Risk-adjusted comparisons via RiskAdjustedComparisons

What is this?

In healthcare one often wants to compare the performance of two or more groups, or compare the performance of one group from year to year. What makes this difficult is that department heads often say, "Yeah our mortality rate was high, but we have sicker patients than those other guys."

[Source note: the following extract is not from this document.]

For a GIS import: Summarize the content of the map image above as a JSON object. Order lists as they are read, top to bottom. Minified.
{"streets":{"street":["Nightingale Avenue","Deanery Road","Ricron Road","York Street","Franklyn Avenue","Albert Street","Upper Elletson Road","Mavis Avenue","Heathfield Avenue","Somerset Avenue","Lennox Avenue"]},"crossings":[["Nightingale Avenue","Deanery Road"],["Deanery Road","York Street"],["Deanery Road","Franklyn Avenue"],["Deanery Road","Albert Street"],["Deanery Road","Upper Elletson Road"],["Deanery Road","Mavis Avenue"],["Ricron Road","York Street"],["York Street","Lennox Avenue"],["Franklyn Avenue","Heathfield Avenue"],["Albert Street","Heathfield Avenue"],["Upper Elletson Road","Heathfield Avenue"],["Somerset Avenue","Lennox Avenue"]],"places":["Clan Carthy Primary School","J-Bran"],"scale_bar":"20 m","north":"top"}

Risk-adjusted comparisons are thus important because they let you compare two healthcare groups on a particular measure (like mortality rate), adjusting for the health of the patients.

Why is it helpful?

This functionality helps because it allows you to make apples to apples comparisons across groups or units of time.

So, how do we do it?

First, get some data organized (via SQL or Excel) that has the following:

  • A measure column, such as mortality rate or readmission rate
  • A groupby column, such as a HospitalUnit column, that'd have categories like GroupA, GroupB, etc This column could also be years or months. R will group the data by this column for the comparisons.

Step 1: Pull in the data via selectData

ptm <- proc.time()
library(healthcareai)

connection.string = "
driver={SQL Server};
server=localhost;
database=AdventureWorks2012;
trusted_connection=true
"

query = "
SELECT
[OrganizationLevel]
,[MaritalStatus]
,[Gender]
,IIF([SalariedFlag]=0,'N','Y') AS SalariedFlag
,[VacationHours]
,[SickLeaveHours]
FROM [AdventureWorks2012].[HumanResources].[Employee]
"

df <- selectData(connection.string, query)
head(df) # Look at the data you read in
str(df)

Step 2: Set your parameters via SupervisedModelParameters

  • Return: an object representing your specific configuration.

  • Arguments:

    • df: a data frame. The data your model is based on.
    • groupCol: a string. R will group your data by this coulmn for the comparison. Could be a list of units in the hospital. Years or months would also work.
    • impute: a boolean, defaults to FALSE. Whether to impute by replacing NULLs with column mean (for numeric columns) or column mode (for categorical columns).
    • predictedCol: a string. Name of variable (or column) that you want to compare the groups by. This could be mortality or readmission, for example.
    • debug: a boolean, defaults to FALSE. If TRUE, console output when comparing models is verbose for easier debugging.
    • cores: an int, defaults to 4. Number of cores on machine to use for model training.
p <- SupervisedModelDevelopmentParams$new()
p$df = df
p$groupCol = 'GenderFLG'
p$impute = TRUE
p$predictedCol = 'ThirtyDayReadmitFLG'
p$debug = FALSE
p$cores = 1

Step 3: Make the risk-adjusted comparison via RiskAdjustedComparisons.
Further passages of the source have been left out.